::: Input records

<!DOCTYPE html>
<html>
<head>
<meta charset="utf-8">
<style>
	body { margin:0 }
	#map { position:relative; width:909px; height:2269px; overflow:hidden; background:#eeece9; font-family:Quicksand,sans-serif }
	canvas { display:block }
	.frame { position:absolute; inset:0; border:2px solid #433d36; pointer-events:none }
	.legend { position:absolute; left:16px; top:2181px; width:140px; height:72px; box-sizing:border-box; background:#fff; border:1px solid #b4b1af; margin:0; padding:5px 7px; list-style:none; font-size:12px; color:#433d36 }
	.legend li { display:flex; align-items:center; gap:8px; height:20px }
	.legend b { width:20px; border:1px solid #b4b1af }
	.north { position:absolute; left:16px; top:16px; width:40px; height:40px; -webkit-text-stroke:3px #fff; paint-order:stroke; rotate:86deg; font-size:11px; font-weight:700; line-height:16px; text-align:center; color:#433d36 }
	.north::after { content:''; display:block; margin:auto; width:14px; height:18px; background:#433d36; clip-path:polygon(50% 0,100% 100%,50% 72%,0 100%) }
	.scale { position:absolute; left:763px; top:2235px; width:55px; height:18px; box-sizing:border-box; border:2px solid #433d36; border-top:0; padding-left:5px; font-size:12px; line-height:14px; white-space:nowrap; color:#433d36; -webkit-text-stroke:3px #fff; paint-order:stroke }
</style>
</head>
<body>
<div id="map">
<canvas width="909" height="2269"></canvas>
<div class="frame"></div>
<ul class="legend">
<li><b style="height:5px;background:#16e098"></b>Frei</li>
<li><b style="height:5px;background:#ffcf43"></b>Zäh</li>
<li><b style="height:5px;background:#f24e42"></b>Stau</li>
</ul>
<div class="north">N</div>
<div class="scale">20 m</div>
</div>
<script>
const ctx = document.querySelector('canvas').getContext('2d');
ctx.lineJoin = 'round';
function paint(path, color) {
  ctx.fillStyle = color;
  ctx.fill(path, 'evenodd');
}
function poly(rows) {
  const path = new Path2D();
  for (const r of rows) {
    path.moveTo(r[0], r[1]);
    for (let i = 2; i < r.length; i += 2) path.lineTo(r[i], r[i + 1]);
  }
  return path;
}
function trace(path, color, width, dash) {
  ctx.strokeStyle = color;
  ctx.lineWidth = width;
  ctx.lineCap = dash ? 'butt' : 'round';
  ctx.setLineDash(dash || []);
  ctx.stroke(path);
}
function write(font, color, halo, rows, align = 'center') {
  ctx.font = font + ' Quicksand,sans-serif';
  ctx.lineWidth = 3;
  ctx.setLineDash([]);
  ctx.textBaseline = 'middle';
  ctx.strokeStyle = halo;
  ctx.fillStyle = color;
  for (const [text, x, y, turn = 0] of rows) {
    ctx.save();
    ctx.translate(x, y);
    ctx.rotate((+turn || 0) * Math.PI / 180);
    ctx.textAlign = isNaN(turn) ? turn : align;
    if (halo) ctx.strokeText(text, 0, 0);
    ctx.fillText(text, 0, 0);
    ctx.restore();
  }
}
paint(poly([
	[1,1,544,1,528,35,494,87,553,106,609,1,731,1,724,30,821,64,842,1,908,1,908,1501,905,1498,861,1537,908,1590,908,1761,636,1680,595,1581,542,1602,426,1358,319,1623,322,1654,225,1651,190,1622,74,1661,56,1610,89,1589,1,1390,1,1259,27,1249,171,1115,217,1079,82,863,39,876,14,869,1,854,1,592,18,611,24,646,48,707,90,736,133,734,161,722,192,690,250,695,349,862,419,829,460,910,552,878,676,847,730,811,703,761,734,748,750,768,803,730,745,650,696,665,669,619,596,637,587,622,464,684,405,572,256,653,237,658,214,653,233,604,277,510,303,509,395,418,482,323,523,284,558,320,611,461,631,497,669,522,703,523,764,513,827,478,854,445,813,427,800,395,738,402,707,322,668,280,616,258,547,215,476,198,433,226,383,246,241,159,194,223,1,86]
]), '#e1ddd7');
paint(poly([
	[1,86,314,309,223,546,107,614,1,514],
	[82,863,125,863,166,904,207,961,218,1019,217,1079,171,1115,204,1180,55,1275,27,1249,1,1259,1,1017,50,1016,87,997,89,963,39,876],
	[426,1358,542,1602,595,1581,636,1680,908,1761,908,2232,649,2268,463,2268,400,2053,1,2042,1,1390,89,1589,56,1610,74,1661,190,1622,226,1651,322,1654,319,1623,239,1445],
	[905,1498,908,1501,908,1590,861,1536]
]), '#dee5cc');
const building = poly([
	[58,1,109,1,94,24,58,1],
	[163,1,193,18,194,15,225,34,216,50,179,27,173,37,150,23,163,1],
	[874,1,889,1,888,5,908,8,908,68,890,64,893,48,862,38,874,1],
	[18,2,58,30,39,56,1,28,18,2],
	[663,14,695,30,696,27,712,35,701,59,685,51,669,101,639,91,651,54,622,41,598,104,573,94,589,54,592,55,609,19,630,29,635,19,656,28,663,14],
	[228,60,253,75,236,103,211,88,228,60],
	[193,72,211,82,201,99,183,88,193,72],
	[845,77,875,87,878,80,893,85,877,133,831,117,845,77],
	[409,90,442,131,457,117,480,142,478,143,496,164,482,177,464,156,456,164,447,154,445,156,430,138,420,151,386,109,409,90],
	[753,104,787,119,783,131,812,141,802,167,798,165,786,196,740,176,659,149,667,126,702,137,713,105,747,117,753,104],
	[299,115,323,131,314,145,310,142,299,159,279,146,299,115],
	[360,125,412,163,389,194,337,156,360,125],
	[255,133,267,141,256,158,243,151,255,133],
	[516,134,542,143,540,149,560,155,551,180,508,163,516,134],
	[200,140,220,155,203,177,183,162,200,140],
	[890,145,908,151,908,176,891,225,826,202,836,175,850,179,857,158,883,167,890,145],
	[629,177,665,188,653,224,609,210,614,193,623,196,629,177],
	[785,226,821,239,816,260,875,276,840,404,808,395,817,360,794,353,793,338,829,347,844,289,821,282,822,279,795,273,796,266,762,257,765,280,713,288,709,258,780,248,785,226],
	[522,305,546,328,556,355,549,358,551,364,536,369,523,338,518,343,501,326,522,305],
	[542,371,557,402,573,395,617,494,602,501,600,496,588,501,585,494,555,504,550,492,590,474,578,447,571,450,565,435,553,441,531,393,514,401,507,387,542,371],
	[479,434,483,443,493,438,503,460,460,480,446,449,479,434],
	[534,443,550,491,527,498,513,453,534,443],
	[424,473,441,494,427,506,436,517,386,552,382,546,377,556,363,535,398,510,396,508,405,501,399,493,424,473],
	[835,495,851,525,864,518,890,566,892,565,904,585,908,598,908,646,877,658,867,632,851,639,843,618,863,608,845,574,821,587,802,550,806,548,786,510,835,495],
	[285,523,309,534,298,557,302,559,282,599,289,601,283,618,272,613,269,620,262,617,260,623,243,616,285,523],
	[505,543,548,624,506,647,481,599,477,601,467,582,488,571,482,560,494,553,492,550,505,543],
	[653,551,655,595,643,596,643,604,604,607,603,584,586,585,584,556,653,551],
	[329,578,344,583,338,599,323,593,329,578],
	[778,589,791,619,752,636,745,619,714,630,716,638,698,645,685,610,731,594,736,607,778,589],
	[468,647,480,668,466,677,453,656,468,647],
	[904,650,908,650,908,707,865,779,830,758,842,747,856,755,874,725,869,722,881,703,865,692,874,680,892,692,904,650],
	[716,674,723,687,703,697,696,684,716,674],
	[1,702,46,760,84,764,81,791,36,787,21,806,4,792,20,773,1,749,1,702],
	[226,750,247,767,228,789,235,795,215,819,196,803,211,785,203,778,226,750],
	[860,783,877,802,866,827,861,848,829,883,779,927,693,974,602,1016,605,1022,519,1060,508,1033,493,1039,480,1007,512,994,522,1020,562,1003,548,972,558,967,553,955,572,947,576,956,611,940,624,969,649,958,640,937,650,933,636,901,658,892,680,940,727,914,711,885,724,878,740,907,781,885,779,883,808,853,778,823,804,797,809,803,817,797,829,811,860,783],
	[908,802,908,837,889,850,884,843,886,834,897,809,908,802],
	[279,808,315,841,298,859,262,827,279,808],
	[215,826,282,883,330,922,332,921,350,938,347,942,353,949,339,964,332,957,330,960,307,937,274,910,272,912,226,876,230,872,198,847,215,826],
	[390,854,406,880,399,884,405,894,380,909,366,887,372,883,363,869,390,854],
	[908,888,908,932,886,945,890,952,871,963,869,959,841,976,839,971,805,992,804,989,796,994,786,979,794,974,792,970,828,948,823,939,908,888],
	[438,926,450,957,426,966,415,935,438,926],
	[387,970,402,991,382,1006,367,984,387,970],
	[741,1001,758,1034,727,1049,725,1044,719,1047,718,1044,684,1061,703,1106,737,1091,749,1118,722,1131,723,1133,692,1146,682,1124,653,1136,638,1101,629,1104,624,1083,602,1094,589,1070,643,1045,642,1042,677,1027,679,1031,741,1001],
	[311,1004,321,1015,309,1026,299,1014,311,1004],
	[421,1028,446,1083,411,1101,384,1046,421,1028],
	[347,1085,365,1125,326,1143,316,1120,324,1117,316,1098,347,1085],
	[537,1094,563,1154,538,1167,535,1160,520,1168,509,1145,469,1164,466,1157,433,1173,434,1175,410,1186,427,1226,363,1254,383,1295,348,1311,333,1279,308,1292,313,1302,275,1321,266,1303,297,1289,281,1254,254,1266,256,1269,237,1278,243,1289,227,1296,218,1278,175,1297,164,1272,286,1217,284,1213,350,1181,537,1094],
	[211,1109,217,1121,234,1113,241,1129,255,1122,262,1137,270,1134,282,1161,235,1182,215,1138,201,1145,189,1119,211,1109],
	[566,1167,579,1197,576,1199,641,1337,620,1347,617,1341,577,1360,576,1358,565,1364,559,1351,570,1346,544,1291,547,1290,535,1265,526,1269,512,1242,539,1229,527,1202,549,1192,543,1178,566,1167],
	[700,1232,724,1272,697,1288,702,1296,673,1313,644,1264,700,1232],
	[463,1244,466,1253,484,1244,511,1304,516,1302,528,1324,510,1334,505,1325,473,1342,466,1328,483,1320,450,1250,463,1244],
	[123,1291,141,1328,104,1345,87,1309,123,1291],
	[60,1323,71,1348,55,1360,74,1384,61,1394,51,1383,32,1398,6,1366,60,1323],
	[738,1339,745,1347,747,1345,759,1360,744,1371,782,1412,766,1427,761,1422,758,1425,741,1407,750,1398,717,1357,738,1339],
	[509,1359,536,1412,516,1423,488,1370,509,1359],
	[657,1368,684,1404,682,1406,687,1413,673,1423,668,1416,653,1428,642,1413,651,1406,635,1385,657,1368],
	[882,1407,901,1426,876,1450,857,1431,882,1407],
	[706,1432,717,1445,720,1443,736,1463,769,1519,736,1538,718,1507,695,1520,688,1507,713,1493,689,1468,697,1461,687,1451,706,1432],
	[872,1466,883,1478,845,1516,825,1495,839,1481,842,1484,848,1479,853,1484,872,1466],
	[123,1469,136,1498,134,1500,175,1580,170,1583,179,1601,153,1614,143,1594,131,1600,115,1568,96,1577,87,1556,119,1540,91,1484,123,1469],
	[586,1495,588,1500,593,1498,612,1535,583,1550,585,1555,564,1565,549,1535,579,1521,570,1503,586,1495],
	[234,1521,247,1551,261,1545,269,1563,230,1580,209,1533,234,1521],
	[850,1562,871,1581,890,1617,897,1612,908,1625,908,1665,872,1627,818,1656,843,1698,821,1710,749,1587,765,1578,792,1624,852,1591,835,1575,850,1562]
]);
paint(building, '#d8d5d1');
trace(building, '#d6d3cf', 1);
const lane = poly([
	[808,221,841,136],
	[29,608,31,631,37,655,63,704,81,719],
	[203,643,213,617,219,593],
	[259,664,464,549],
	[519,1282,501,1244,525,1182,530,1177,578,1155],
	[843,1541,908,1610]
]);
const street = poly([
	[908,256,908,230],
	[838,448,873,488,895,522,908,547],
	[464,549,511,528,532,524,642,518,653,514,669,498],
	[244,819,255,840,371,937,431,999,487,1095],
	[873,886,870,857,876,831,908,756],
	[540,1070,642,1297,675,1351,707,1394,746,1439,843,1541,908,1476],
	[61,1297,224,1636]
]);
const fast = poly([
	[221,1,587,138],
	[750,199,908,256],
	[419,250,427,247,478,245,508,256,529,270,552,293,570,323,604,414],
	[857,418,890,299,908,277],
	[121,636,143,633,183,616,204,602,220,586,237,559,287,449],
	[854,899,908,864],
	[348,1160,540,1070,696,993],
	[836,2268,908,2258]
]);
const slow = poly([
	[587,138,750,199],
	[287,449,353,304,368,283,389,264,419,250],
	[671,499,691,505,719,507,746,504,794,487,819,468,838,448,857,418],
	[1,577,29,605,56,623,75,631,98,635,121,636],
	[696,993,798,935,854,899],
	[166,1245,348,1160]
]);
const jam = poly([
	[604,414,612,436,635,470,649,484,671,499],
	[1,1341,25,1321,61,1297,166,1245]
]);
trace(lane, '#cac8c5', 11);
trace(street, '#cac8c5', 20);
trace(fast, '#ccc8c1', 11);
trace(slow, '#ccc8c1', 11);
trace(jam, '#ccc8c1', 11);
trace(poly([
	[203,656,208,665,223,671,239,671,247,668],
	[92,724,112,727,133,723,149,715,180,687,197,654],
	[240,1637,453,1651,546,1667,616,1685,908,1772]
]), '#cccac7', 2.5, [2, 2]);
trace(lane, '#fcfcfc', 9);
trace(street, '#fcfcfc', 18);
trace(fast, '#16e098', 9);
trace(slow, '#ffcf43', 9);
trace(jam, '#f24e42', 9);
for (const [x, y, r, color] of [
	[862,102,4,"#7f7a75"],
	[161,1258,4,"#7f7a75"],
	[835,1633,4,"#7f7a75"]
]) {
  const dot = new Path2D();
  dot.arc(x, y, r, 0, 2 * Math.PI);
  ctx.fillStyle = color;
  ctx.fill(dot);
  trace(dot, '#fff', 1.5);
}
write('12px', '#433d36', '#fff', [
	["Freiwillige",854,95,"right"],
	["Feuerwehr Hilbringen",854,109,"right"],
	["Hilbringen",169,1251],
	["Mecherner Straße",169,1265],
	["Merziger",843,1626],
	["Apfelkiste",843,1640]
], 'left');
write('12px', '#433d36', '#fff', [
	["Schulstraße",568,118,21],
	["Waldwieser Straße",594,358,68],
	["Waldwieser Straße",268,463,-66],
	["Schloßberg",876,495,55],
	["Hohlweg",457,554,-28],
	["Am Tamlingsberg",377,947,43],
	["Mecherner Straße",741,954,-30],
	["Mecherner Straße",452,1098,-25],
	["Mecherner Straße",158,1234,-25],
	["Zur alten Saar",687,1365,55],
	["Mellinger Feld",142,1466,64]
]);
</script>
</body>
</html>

::::::

**Task brief**. Find each line in the records above that contains "Math", and copy it.

**Written answer**.
    ctx.rotate((+turn || 0) * Math.PI / 180);
  dot.arc(x, y, r, 0, 2 * Math.PI);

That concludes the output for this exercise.